Uribistas ominously insist Petro’s presidency will put Colombia on the path to Venezuela. What they won’t talk about is how they helped put Colombian voters on the path to Petro.
But there was one big problem waiting: the COVID-19 pandemic. It wrecked Colombia’s economy — and suddenly made Uribista hatred for the peace plan look heartless. That’s because the pact called for a raft of social projects, from land reform to education to desperately needed rural infrastructure, all designed to address Colombia’s monumental economic inequality — and prevent a future civil war.
COMMUNIST PLOT
Duque and the Uribistas refused to prioritize those efforts, even as the pandemic ravaged Colombian households. Furious Colombians took to the streets — and human rights groups say security forces killed dozens of protesters. Presidential candidate Petro, who promised to follow through on the peace projects, saw his poll numbers soar.
Seeing all that, Uribista loyalists there and here decided they should change tack, right? Nope. They doubled down — they claimed the unrest was just more evidence the 2016 truce was a communist-enabling plot.
Especially Uribista expats. Many were victims of guerrilla violence during the war, so they loathed the peace plan. That’s understandable. But when then-President Donald Trump came to campaign in Miami in 2020, they publicly urged him to revoke the U.S. visa of former Colombian President Juan Manuel Santos. Their red-baiting reason: the centrist Santos had inked the peace agreement with the guerrillas, so that made him by default a red-menace threat to America.
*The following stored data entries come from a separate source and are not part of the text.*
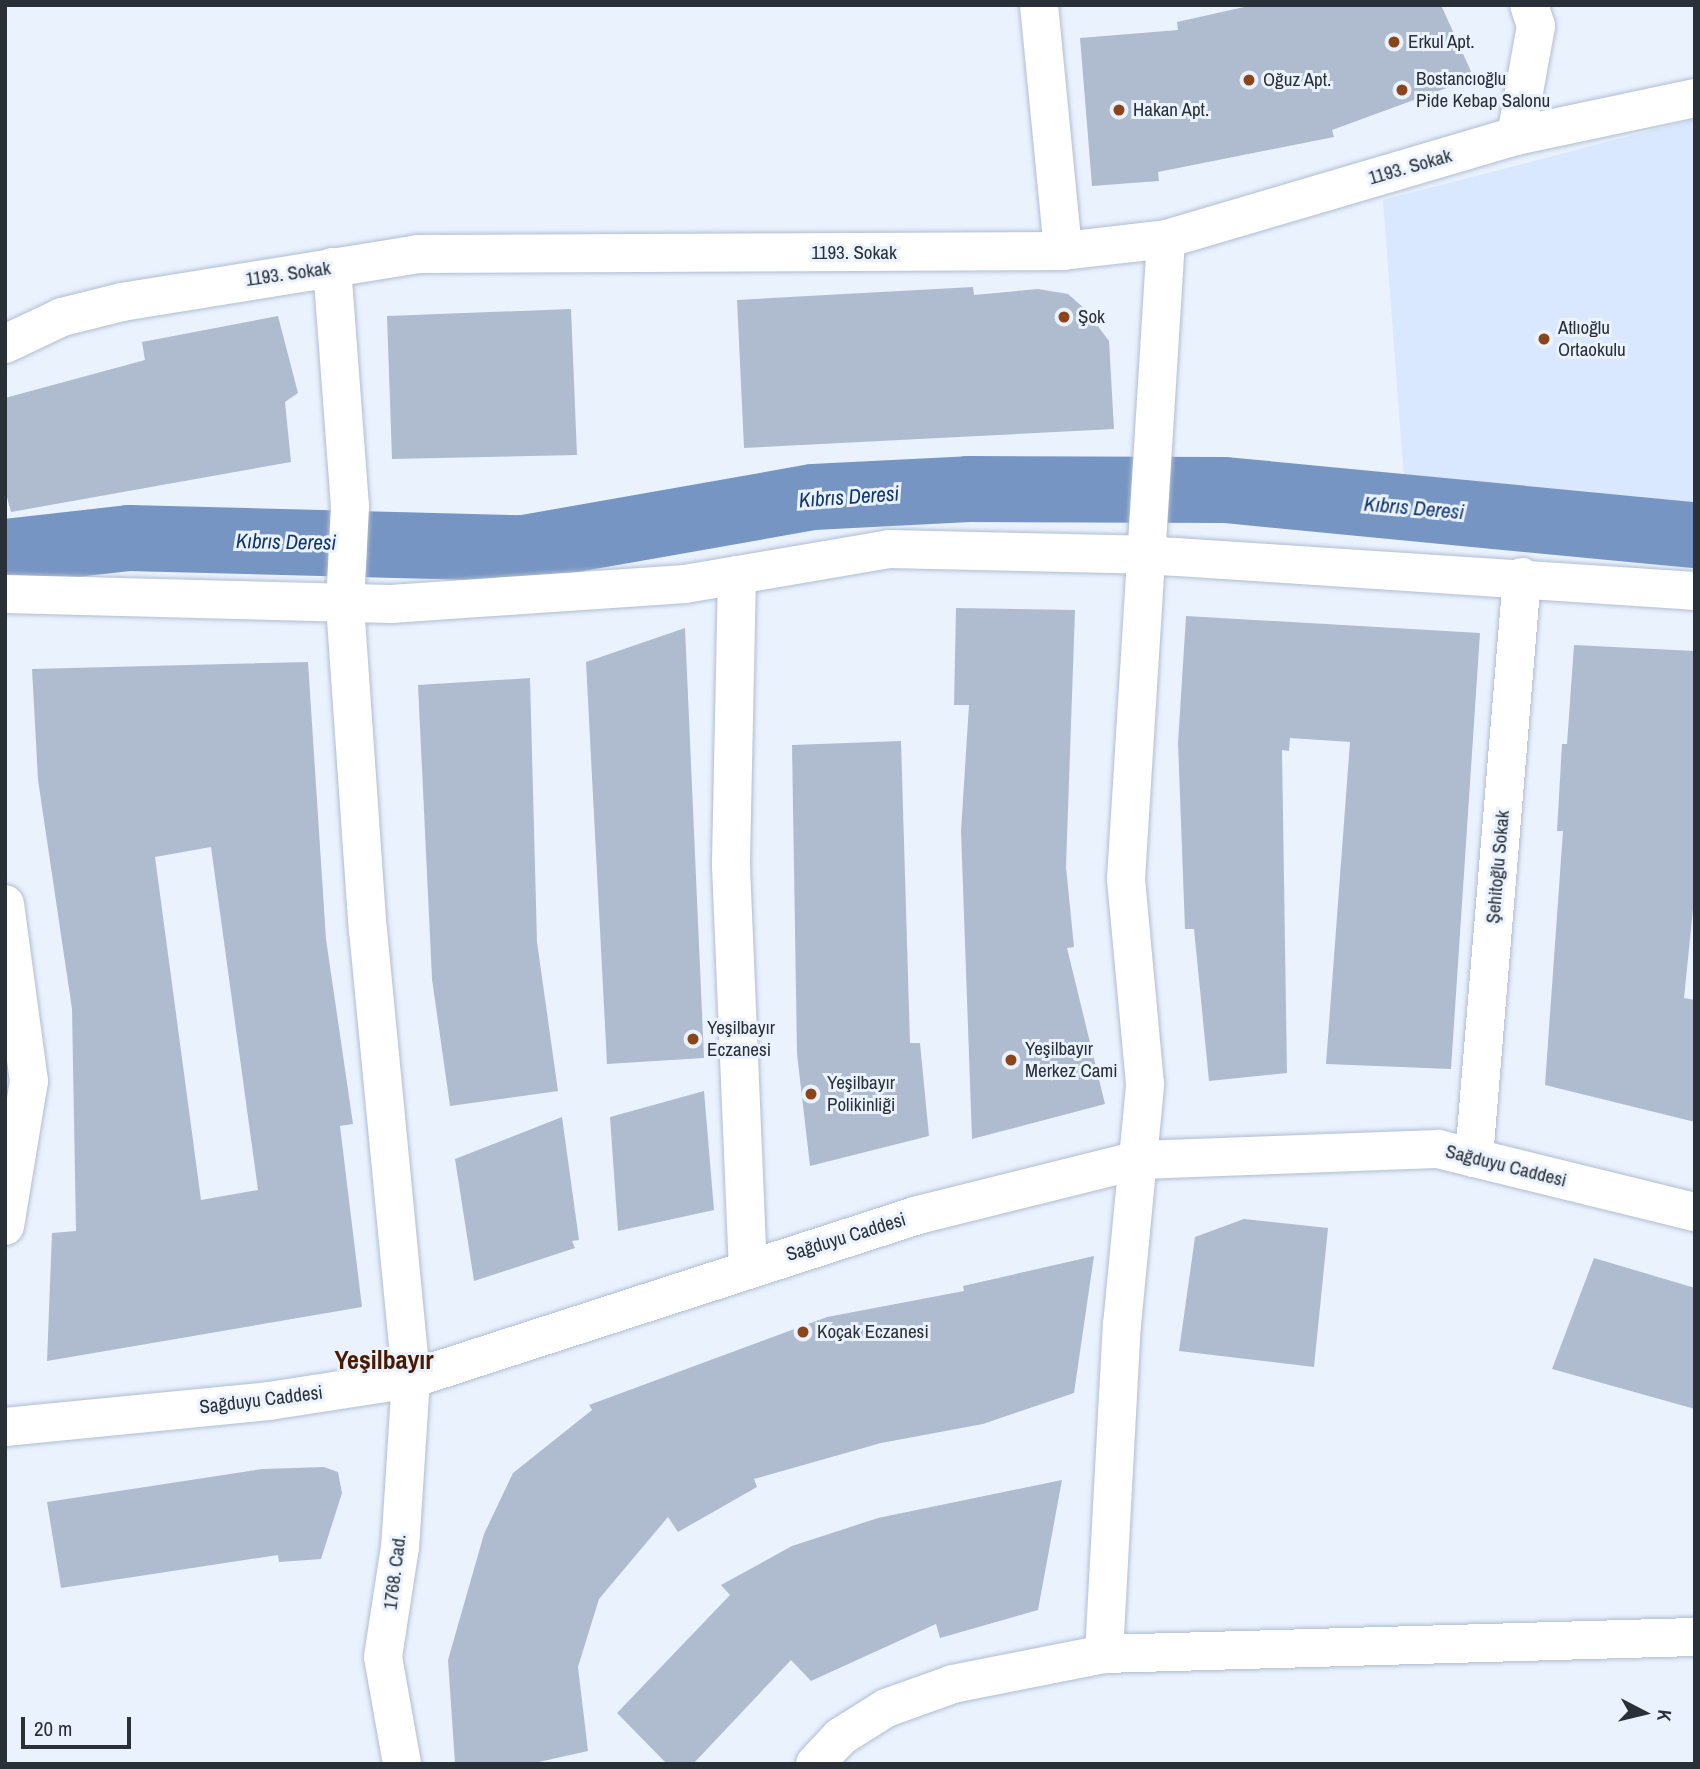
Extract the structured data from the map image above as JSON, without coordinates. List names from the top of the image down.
{
  "streets": {
    "street": [
      "1193. Sokak",
      "Şehitoğlu Sokak",
      "Sağduyu Caddesi",
      "1768. Cad."
    ]
  },
  "crossings": [
    ["1193. Sokak", "1768. Cad."],
    ["Şehitoğlu Sokak", "Sağduyu Caddesi"],
    ["Sağduyu Caddesi", "1768. Cad."]
  ],
  "districts": ["Yeşilbayır"],
  "water": ["Kıbrıs Deresi"],
  "places": [
    "Erkul Apt.",
    "Oğuz Apt.",
    "Bostancıoğlu Pide Kebap Salonu",
    "Hakan Apt.",
    "Şok",
    "Atlıoğlu Ortaokulu",
    "Yeşilbayır Eczanesi",
    "Yeşilbayır Merkez Cami",
    "Yeşilbayır Polikinliği",
    "Koçak Eczanesi"
  ],
  "scale_bar": "20 m",
  "north": "right"
}
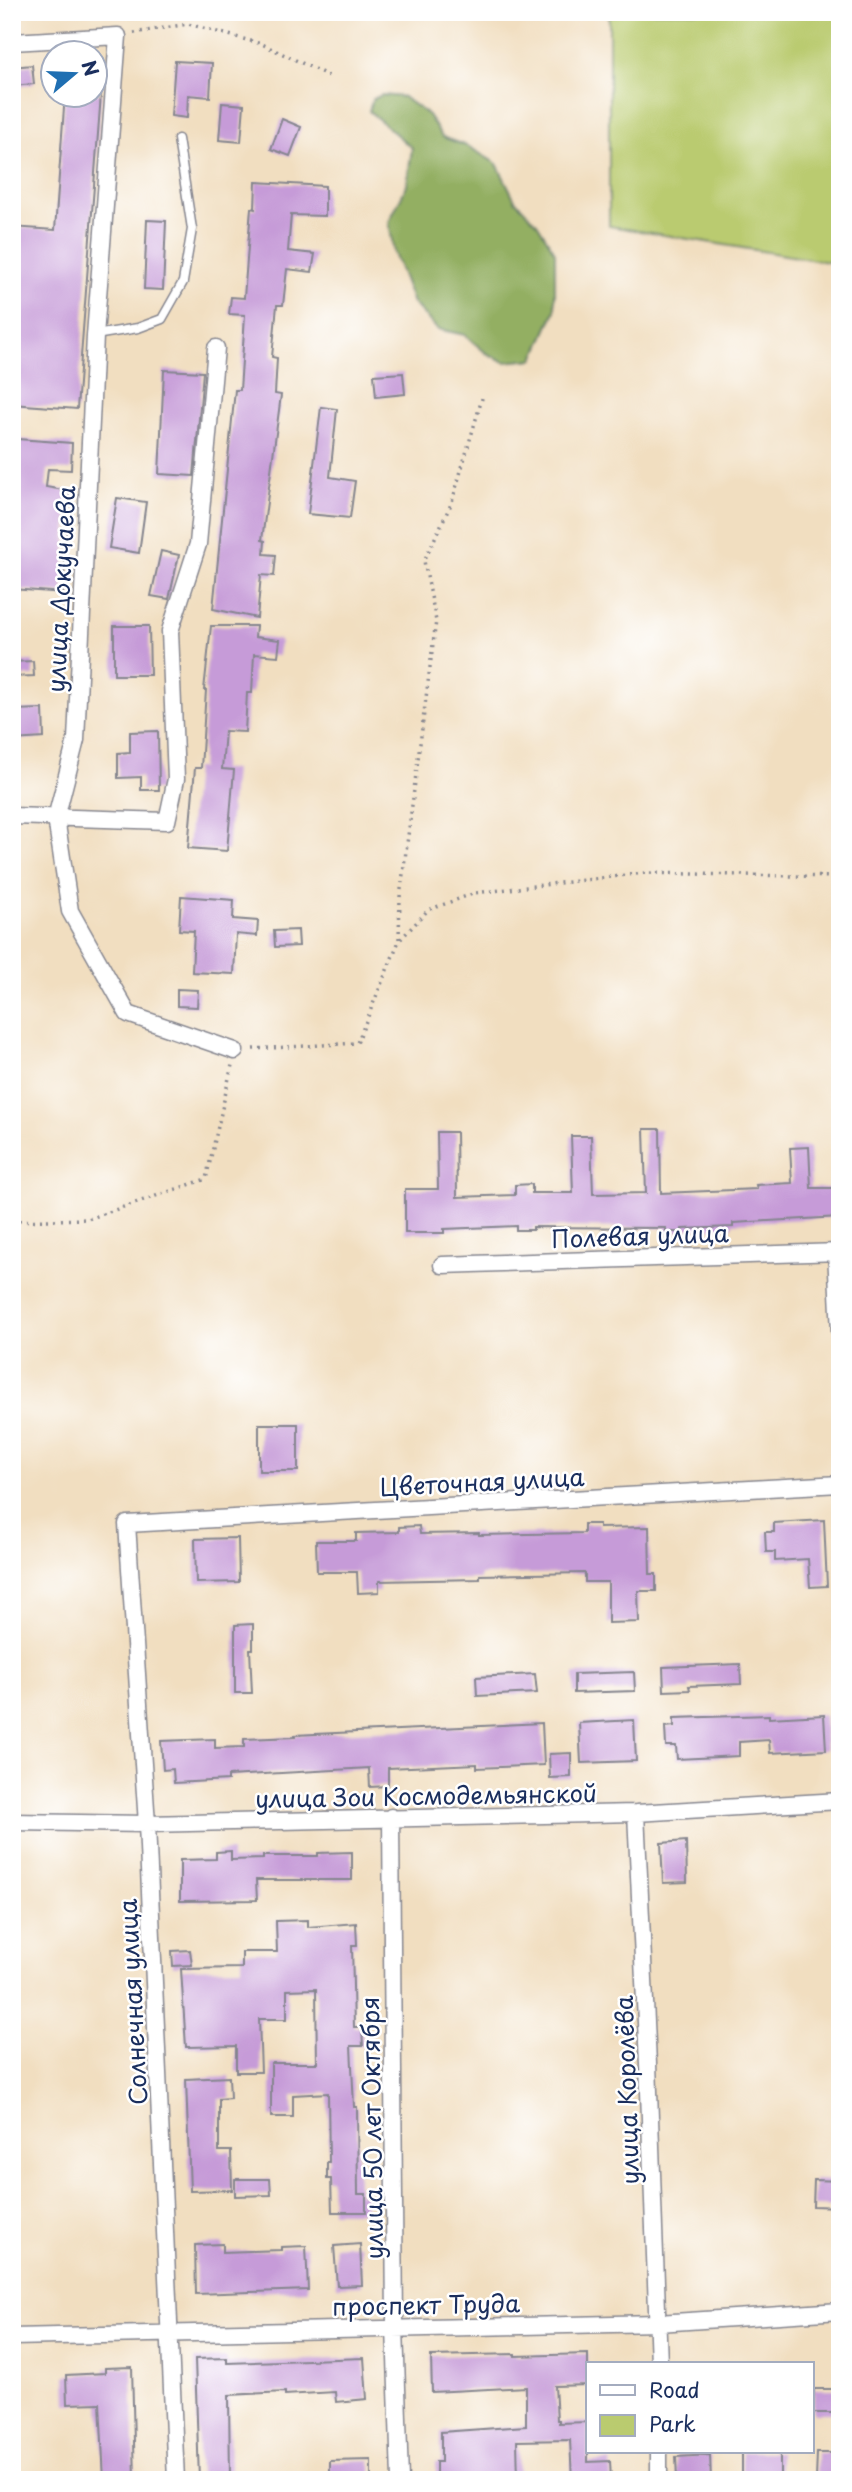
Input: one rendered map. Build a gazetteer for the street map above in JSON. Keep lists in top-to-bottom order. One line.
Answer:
{"streets":{"street":["улица Докучаева","Полевая улица","Цветочная улица","улица Зои Космодемьянской","Солнечная улица","улица Королёва","улица 50 лет Октября","проспект Труда"]},"crossings":[["Цветочная улица","Солнечная улица"],["улица Зои Космодемьянской","Солнечная улица"],["улица Зои Космодемьянской","улица Королёва"],["улица Зои Космодемьянской","улица 50 лет Октября"],["Солнечная улица","проспект Труда"],["улица Королёва","проспект Труда"],["улица 50 лет Октября","проспект Труда"]],"legend":["Road","Park"],"north":"right"}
Fanatical nonsense like that gets reported back in Colombia. The Uribista expat performance was so cluelessly, callously out of synch with how so many Colombians there were feeling that it only could have buoyed Petro’s presidential prospects.
Now the Uribistas are ominously insisting Petro’s presidency will put Colombia on the path to Venezuela. We'll see. But what they won’t talk about is how they helped put Colombian voters on the path to Petro.